# [TRY IT]
Output all the data exactly as it appears below.

*-*-*

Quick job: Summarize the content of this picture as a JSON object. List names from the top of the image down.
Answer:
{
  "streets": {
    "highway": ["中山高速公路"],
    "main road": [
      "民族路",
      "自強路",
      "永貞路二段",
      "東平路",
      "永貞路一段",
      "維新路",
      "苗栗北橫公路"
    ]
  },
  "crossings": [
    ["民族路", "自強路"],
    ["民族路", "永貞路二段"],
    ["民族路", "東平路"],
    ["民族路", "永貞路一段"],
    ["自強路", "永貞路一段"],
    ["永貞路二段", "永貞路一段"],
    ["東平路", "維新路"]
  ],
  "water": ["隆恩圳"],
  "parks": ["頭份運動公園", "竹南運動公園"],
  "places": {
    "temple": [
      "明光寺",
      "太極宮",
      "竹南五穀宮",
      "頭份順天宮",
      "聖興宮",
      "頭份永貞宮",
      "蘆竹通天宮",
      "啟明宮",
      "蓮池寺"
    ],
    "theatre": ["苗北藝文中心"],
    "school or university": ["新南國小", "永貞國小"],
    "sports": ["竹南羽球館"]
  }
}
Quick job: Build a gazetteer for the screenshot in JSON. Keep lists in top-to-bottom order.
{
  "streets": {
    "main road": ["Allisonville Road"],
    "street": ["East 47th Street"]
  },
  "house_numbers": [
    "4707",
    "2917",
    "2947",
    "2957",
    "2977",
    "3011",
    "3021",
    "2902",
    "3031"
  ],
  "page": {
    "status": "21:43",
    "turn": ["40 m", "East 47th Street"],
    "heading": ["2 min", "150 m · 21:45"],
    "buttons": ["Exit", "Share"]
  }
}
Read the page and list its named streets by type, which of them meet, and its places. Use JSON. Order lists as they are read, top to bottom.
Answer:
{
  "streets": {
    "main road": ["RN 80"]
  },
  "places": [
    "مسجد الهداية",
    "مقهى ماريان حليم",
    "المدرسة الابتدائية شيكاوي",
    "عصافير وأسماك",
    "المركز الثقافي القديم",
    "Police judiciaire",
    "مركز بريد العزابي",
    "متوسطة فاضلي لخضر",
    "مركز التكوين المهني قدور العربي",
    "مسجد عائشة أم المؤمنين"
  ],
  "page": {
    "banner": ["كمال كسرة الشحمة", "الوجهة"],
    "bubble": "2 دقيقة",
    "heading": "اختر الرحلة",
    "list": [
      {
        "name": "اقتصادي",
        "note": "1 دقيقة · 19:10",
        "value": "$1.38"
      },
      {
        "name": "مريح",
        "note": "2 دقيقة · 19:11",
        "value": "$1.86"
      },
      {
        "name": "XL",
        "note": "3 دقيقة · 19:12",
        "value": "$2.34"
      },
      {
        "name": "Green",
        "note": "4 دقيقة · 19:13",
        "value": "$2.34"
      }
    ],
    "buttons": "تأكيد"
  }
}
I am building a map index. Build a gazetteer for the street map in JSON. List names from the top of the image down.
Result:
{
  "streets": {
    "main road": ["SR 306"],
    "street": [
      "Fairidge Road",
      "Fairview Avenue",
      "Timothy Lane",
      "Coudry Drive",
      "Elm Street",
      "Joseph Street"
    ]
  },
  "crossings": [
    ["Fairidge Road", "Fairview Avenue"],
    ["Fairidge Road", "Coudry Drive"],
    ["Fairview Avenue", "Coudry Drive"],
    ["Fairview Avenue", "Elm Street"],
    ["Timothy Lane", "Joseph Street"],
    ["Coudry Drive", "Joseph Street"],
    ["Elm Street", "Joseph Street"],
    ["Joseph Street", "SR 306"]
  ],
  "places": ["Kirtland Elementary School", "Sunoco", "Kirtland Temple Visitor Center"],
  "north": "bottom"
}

*-*-*

# [RESULT OF THE EXERCISE]
Quick job: Summarize the content of this picture as a JSON object. List names from the top of the image down.
Answer:
{
  "streets": {
    "highway": ["中山高速公路"],
    "main road": [
      "民族路",
      "自強路",
      "永貞路二段",
      "東平路",
      "永貞路一段",
      "維新路",
      "苗栗北橫公路"
    ]
  },
  "crossings": [
    ["民族路", "自強路"],
    ["民族路", "永貞路二段"],
    ["民族路", "東平路"],
    ["民族路", "永貞路一段"],
    ["自強路", "永貞路一段"],
    ["永貞路二段", "永貞路一段"],
    ["東平路", "維新路"]
  ],
  "water": ["隆恩圳"],
  "parks": ["頭份運動公園", "竹南運動公園"],
  "places": {
    "temple": [
      "明光寺",
      "太極宮",
      "竹南五穀宮",
      "頭份順天宮",
      "聖興宮",
      "頭份永貞宮",
      "蘆竹通天宮",
      "啟明宮",
      "蓮池寺"
    ],
    "theatre": ["苗北藝文中心"],
    "school or university": ["新南國小", "永貞國小"],
    "sports": ["竹南羽球館"]
  }
}
Quick job: Build a gazetteer for the screenshot in JSON. Keep lists in top-to-bottom order.
{
  "streets": {
    "main road": ["Allisonville Road"],
    "street": ["East 47th Street"]
  },
  "house_numbers": [
    "4707",
    "2917",
    "2947",
    "2957",
    "2977",
    "3011",
    "3021",
    "2902",
    "3031"
  ],
  "page": {
    "status": "21:43",
    "turn": ["40 m", "East 47th Street"],
    "heading": ["2 min", "150 m · 21:45"],
    "buttons": ["Exit", "Share"]
  }
}
Read the page and list its named streets by type, which of them meet, and its places. Use JSON. Order lists as they are read, top to bottom.
Answer:
{
  "streets": {
    "main road": ["RN 80"]
  },
  "places": [
    "مسجد الهداية",
    "مقهى ماريان حليم",
    "المدرسة الابتدائية شيكاوي",
    "عصافير وأسماك",
    "المركز الثقافي القديم",
    "Police judiciaire",
    "مركز بريد العزابي",
    "متوسطة فاضلي لخضر",
    "مركز التكوين المهني قدور العربي",
    "مسجد عائشة أم المؤمنين"
  ],
  "page": {
    "banner": ["كمال كسرة الشحمة", "الوجهة"],
    "bubble": "2 دقيقة",
    "heading": "اختر الرحلة",
    "list": [
      {
        "name": "اقتصادي",
        "note": "1 دقيقة · 19:10",
        "value": "$1.38"
      },
      {
        "name": "مريح",
        "note": "2 دقيقة · 19:11",
        "value": "$1.86"
      },
      {
        "name": "XL",
        "note": "3 دقيقة · 19:12",
        "value": "$2.34"
      },
      {
        "name": "Green",
        "note": "4 دقيقة · 19:13",
        "value": "$2.34"
      }
    ],
    "buttons": "تأكيد"
  }
}
I am building a map index. Build a gazetteer for the street map in JSON. List names from the top of the image down.
Result:
{
  "streets": {
    "main road": ["SR 306"],
    "street": [
      "Fairidge Road",
      "Fairview Avenue",
      "Timothy Lane",
      "Coudry Drive",
      "Elm Street",
      "Joseph Street"
    ]
  },
  "crossings": [
    ["Fairidge Road", "Fairview Avenue"],
    ["Fairidge Road", "Coudry Drive"],
    ["Fairview Avenue", "Coudry Drive"],
    ["Fairview Avenue", "Elm Street"],
    ["Timothy Lane", "Joseph Street"],
    ["Coudry Drive", "Joseph Street"],
    ["Elm Street", "Joseph Street"],
    ["Joseph Street", "SR 306"]
  ],
  "places": ["Kirtland Elementary School", "Sunoco", "Kirtland Temple Visitor Center"],
  "north": "bottom"
}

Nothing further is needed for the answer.